Given data:
*** Begin section ***

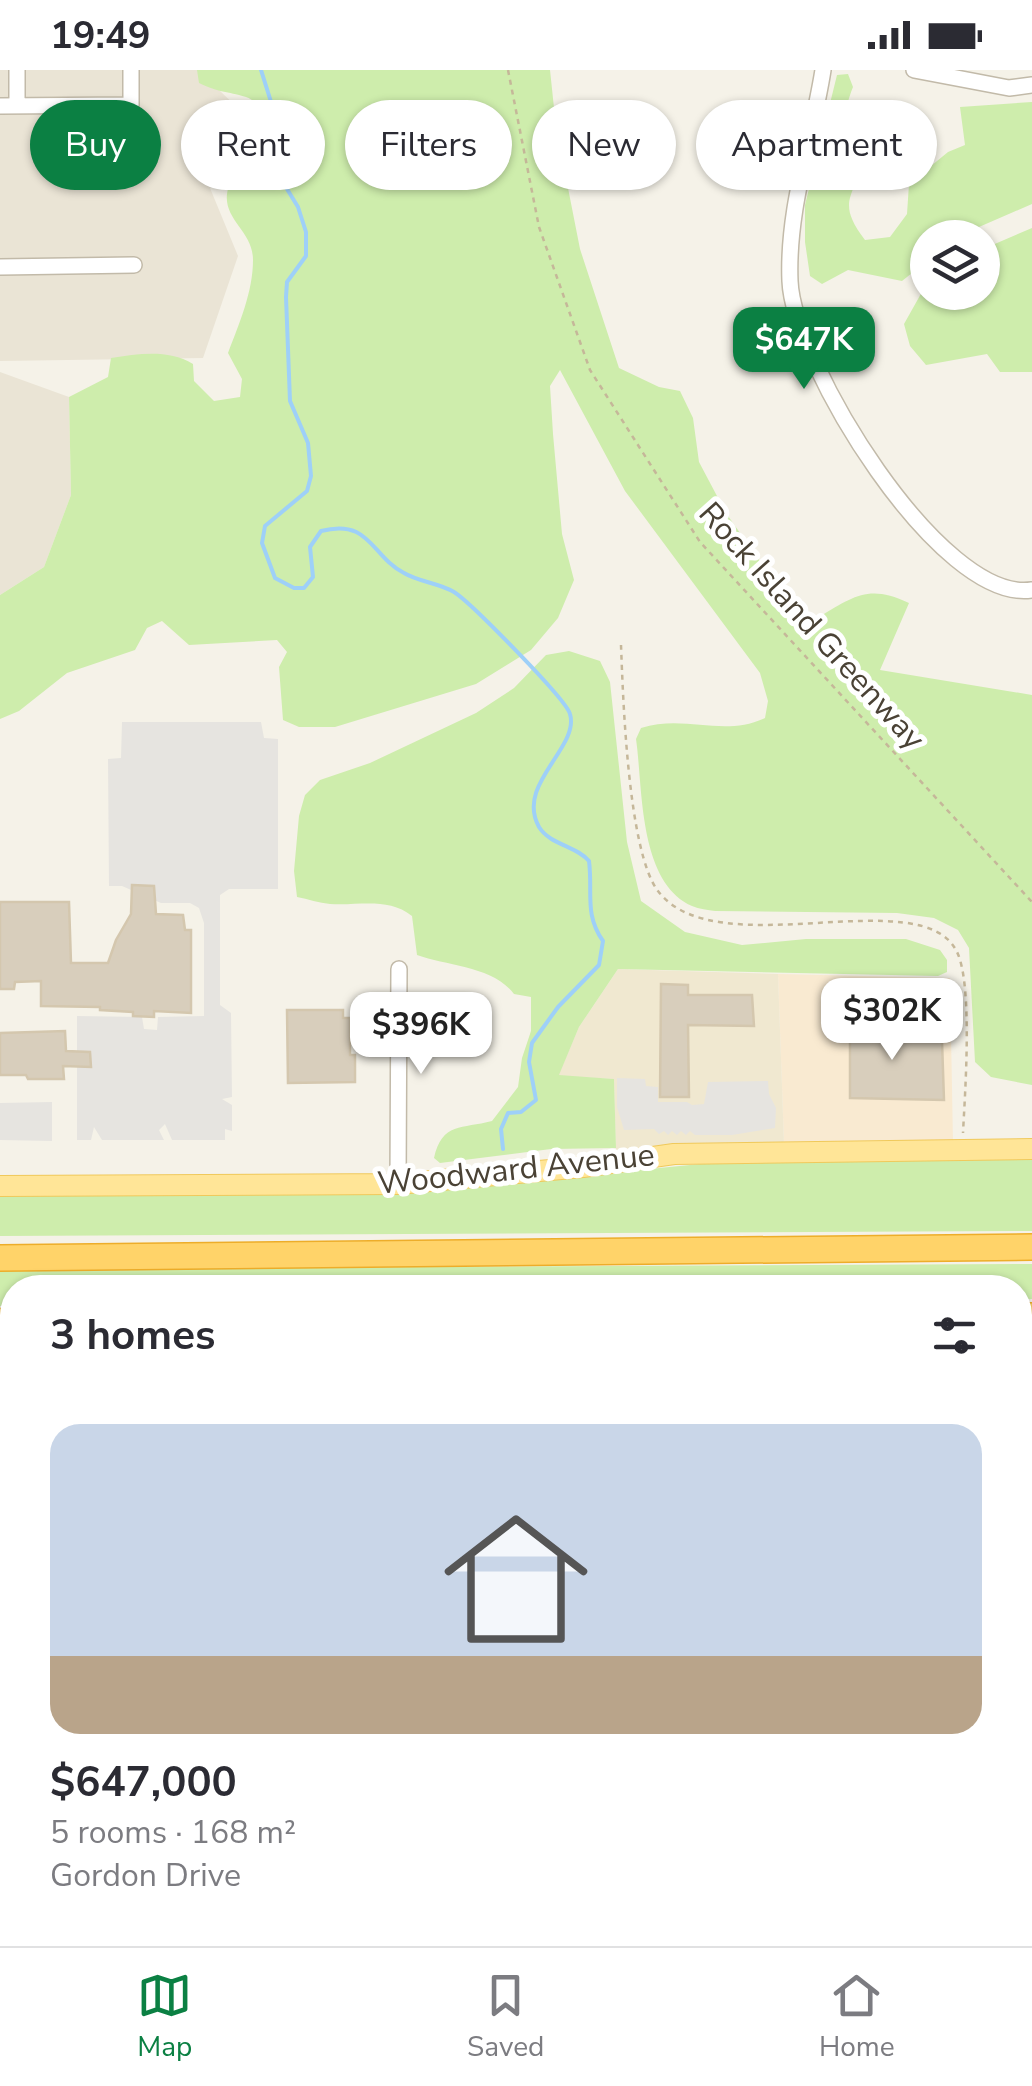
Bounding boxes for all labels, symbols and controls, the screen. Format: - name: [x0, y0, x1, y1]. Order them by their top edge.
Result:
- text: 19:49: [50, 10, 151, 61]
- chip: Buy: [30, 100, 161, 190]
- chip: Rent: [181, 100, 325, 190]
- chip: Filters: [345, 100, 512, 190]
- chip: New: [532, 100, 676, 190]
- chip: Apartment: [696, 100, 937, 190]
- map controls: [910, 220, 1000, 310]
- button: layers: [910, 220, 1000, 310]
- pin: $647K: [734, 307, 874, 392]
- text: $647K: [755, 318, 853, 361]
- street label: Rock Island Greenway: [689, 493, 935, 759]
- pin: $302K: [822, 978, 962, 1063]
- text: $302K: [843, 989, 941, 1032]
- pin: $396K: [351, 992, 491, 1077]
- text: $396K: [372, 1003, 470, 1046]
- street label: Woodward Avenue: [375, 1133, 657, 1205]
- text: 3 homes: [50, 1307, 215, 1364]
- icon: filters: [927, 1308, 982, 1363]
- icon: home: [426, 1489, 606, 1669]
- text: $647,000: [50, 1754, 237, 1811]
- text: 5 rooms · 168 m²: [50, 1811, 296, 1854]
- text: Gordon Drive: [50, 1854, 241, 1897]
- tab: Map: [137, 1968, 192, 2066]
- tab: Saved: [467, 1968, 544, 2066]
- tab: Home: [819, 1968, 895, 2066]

*** End section ***

Assigned task: Without changing a single word, set down all of the material again and leave out its pictures.

Exercise output:
Bounding boxes for all labels, symbols and controls, the screen. Format: - name: [x0, y0, x1, y1]. Order them by their top edge.
Result:
- text: 19:49: [50, 10, 151, 61]
- chip: Buy: [30, 100, 161, 190]
- chip: Rent: [181, 100, 325, 190]
- chip: Filters: [345, 100, 512, 190]
- chip: New: [532, 100, 676, 190]
- chip: Apartment: [696, 100, 937, 190]
- map controls: [910, 220, 1000, 310]
- button: layers: [910, 220, 1000, 310]
- pin: $647K: [734, 307, 874, 392]
- text: $647K: [755, 318, 853, 361]
- street label: Rock Island Greenway: [689, 493, 935, 759]
- pin: $302K: [822, 978, 962, 1063]
- text: $302K: [843, 989, 941, 1032]
- pin: $396K: [351, 992, 491, 1077]
- text: $396K: [372, 1003, 470, 1046]
- street label: Woodward Avenue: [375, 1133, 657, 1205]
- text: 3 homes: [50, 1307, 215, 1364]
- icon: filters: [927, 1308, 982, 1363]
- icon: home: [426, 1489, 606, 1669]
- text: $647,000: [50, 1754, 237, 1811]
- text: 5 rooms · 168 m²: [50, 1811, 296, 1854]
- text: Gordon Drive: [50, 1854, 241, 1897]
- tab: Map: [137, 1968, 192, 2066]
- tab: Saved: [467, 1968, 544, 2066]
- tab: Home: [819, 1968, 895, 2066]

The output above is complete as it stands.